# Week 5 — Part 03: Benchmarking script (latency + quality artifacts)

**Estimated time:** 90–150 minutes

## Learning Objectives

- Explain why benchmarks must control variables
- Measure latency as a distribution (not a single number)
- Save benchmark artifacts to disk for manual quality review
- Build a small benchmark harness for local models (Ollama)


## Overview

A benchmark must be consistent:

- same prompt set
- same measurement method
- same saved outputs

We will write a small benchmark harness that:

- loops over prompts
- loops over models
- records latency
- saves outputs to disk for later quality review

---

## Underlying theory: benchmarking is measurement under controlled conditions

You are trying to estimate:

- **speed** (latency / throughput)
- **quality** (correctness, format adherence, completeness)

The key rule is controlling variables:

- same prompts
- same settings
- same machine state as much as possible

Latency is a distribution, not a single number. Two useful summaries:

- average latency (typical case)
- slowest case / tail latency (worst case)

Practical implication: a model that is “fast on average” but has very slow worst cases may still feel bad in a demo.

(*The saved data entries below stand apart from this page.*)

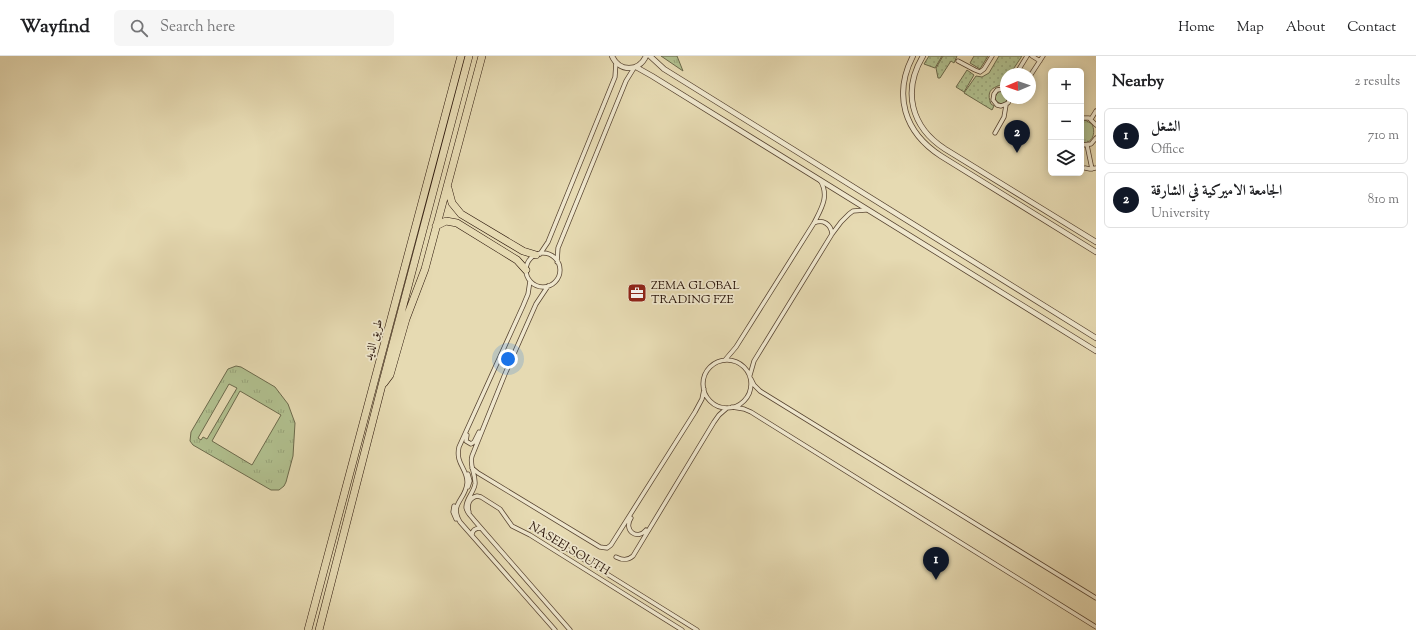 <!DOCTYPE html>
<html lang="en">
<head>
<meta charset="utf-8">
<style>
  :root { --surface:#fff; --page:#f6f6f6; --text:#202124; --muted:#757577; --line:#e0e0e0; --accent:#111827 }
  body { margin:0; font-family:"Sorts Mill Goudy",Amiri,serif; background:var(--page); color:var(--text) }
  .controls { position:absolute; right:12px; top:12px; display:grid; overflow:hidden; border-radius:6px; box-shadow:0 2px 10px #0003 }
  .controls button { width:36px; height:36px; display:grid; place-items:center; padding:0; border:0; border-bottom:1px solid var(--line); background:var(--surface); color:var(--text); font:20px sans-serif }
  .compass { position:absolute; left:1000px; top:12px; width:36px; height:36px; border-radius:50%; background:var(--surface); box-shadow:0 2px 10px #0003; rotate:268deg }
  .you { position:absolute; left:508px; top:303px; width:14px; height:14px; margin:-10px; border:3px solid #fff; border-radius:50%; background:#1a73e8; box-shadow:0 0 0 6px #1a73e833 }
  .badge { display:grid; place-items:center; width:26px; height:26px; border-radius:50%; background:var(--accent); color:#fff; font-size:13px; font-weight:700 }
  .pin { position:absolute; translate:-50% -33px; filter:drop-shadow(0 1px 2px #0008) }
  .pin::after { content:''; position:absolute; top:21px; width:14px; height:12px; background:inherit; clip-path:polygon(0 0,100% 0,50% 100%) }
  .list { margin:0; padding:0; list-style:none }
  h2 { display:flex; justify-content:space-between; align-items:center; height:52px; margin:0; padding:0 16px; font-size:17px }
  h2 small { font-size:13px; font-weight:400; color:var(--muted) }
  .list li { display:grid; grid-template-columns:26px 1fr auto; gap:12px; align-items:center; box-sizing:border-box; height:56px; margin:0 8px 8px; padding:0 8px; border:1px solid var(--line); border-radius:6px }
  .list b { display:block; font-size:15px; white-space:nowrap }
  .list p { margin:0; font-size:13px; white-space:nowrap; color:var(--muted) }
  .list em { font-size:13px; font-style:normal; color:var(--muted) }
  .icon { flex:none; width:22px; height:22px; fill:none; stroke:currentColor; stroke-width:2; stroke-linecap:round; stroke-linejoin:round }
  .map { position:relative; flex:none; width:1096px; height:574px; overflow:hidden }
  header { display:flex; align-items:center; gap:24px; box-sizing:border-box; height:56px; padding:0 20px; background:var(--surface); border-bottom:1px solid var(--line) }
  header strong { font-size:19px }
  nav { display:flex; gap:22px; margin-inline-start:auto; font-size:14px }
  .search { width:280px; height:36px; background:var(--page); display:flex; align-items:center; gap:10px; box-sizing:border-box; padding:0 14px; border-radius:6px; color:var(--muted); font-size:15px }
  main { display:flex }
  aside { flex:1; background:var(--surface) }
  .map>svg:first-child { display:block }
  .grass { fill:url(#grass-tufts); stroke:#6c6a4c; fill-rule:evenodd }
  .park { fill:url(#park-dots); stroke:#6c6a4c }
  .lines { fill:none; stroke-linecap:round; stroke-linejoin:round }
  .minor-casing { stroke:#584532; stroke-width:5 }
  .tertiary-casing { stroke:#584532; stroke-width:6 }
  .motorway-casing { stroke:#281308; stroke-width:8 }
  .minor { stroke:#efe7cd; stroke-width:3.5 }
  .tertiary { stroke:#efe7cd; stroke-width:4.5 }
  .motorway { stroke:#e6dab2; stroke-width:7 }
  .labels { text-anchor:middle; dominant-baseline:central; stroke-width:3.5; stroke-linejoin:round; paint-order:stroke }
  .poi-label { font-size:12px; fill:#281308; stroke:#efe7cd; text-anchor:start }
  .street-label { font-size:12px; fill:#281308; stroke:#efe7cd }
</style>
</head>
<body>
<header>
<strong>Wayfind</strong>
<div class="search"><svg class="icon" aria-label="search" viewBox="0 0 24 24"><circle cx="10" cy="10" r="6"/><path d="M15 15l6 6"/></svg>Search here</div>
<nav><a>Home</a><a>Map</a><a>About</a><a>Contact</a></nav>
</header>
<main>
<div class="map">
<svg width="1096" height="574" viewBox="0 0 1096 574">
  <defs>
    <pattern id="grass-tufts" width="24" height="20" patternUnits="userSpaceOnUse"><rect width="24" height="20" fill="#b1c08f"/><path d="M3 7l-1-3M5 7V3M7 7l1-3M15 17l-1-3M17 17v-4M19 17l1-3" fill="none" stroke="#98a47a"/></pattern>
    <pattern id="park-dots" width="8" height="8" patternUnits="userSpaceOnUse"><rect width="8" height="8" fill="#b1c08f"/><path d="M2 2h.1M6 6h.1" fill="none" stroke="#98a47a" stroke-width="1.8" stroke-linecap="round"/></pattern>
  </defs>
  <rect width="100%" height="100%" fill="#e6dab2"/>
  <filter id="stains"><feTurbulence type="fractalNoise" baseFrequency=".005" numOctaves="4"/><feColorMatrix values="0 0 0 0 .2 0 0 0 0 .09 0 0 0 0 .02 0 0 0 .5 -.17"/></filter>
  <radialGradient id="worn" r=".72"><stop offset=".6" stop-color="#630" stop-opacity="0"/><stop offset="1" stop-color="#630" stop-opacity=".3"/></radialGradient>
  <path class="grass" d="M661,0H677L683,15Z
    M1001,35L1006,37V42H1008L1005,47L1001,48L996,45L995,41L998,36Z
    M1085,64L1092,68C1096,77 1093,88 1081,87V65Z
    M236,310L241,311L275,331L288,348L295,367L293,400L286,426L284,430L279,434H271L193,389L190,385L191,376L228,313ZM229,328L237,332L207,383L203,381L201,384L198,382ZM240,335L281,359L252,409L212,385Z"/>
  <path class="park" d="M929,0H942L935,12L924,8Z
    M943,0H957L954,7L951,5L940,22H938L936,12Z
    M974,0H988L980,13L970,7Z
    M999,0H1022L1010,18H1006C1006,20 1007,23 1006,25C1003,32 983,28 991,48L994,50L992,54L964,37L976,20L982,21L989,17Z
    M967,14L974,19L964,36L956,31Z"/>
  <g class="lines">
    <g class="minor-casing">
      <path id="minor" d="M1032,0L1040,5
        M958,5L975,14L980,16L984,13L992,0
        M1016,18L1027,0
        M1030,20L1043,0
        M1006,34L1003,33L997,34L994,38L993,44L997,49L1001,50L1008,47L1010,42
        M1081,62H1089L1096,69
        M1091,63L1096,55
        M995,77L1004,61L1006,49
        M1081,89L1091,88L1096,82
        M1087,89L1092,113
        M1085,112L1090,113L1096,112
        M814,167C823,163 831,168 832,178
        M526 214a17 17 0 1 1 34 0a17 17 0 1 1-34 0Z
        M540,198L548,186L615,21L616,6
        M557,206L558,192L626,25L634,12
        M530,225L528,238L523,250L459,391C455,408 468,413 467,427C466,444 449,447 460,466L555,574
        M548,230L536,248L505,318L472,400C469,410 476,418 475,428C474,436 466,443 466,451C466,456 471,460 474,464L570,574
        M725,304L736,291L814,167C821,153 830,140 820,124
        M703 328a24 24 0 1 1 48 0a24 24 0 1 1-48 0Z
        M750,319L754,305L832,178L841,166L849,158L853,155L866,154
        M751,323L754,329L760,335L1096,542
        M732,351L744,353L751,356L1096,571
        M467,379L466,385L471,388L474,386L479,376
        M472,412L478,417L600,491L607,492L611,489L695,356L702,343L704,333
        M468,418L470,425L468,431
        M454,450L453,456L456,463
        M469,456C467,449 469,442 477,440L481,441L500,453L512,470L530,479L682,574
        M631,462C623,474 637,485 646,474
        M472,479C472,474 476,472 481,472
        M546,480L697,574
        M616,501C622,504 627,505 633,500L714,366L719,359L727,352"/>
    </g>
    <g class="tertiary-casing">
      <path id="tertiary" d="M612,0C619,16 639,16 646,0
        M650,0L664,13L1096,282
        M913,0C893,39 904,76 941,100L1096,196
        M923,0C902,35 911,71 945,93L1096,186
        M636,11L652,20L1096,295"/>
    </g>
    <g class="motorway-casing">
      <path id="motorway" d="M448,132L452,147L461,158L523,195L536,199
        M436,170L446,165L457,167L517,204L526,214
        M384,327L390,319L406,263L425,213L482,0
        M308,574L461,0
        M319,574L382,329L469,0"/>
    </g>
    <use href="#minor" class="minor"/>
    <use href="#tertiary" class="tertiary"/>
    <use href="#motorway" class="motorway"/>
  </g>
  <defs>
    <g id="office-square" transform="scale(1)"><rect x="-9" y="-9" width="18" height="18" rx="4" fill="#8f2418" stroke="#efe7cd"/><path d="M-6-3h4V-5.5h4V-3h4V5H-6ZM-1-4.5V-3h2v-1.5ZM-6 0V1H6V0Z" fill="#fff"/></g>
  </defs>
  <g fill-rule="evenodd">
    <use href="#office-square" x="637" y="237"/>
  </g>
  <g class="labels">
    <g class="poi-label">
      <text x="651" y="230">ZEMA GLOBAL<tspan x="651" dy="14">TRADING FZE</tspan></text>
    </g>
    <g class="street-label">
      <text transform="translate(374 284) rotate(-75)">طريق الذيد</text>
      <text transform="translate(569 493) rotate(31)">NASEEJ SOUTH</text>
    </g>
  </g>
  <rect width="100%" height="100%" filter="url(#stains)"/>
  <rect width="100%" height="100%" fill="url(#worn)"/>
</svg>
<div class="controls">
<button>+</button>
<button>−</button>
<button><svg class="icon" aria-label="layers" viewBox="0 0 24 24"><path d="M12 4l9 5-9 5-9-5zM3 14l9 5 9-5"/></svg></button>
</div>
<svg class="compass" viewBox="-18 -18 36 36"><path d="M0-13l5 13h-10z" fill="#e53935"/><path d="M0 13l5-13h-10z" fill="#757577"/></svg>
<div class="you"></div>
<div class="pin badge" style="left:936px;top:524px">1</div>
<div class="pin badge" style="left:1017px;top:97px">2</div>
</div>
<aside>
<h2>Nearby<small>2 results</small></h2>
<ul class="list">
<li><span class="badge">1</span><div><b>الشغل</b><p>Office</p></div><em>710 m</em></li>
<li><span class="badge">2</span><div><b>الجامعة الاميركية في الشارقة</b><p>University</p></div><em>810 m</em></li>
</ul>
</aside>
</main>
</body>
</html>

## Benchmark harness (example)

Benchmark hygiene notes:

- consider a warmup run per model (do not record it) to avoid counting model load time
- keep prompts short enough that you are comparing models, not just tokenization overhead
- avoid changing the prompt set while comparing models (version your prompt list)

Next you’ll implement a simple benchmark harness that saves JSON artifacts to disk.

In [None]:
from __future__ import annotations

import json
import time
from dataclasses import dataclass
from pathlib import Path
from typing import Any


try:
    import requests
except Exception as e:  # pragma: no cover
    requests = None
    _requests_import_error = e


@dataclass(frozen=True)
class BenchmarkItem:
    model: str
    prompt: str
    prompt_id: str


def call_ollama_local(host: str, item: BenchmarkItem, *, timeout_s: float = 120.0) -> dict[str, Any]:
    if requests is None:
        raise RuntimeError(f"requests is required: {_requests_import_error}")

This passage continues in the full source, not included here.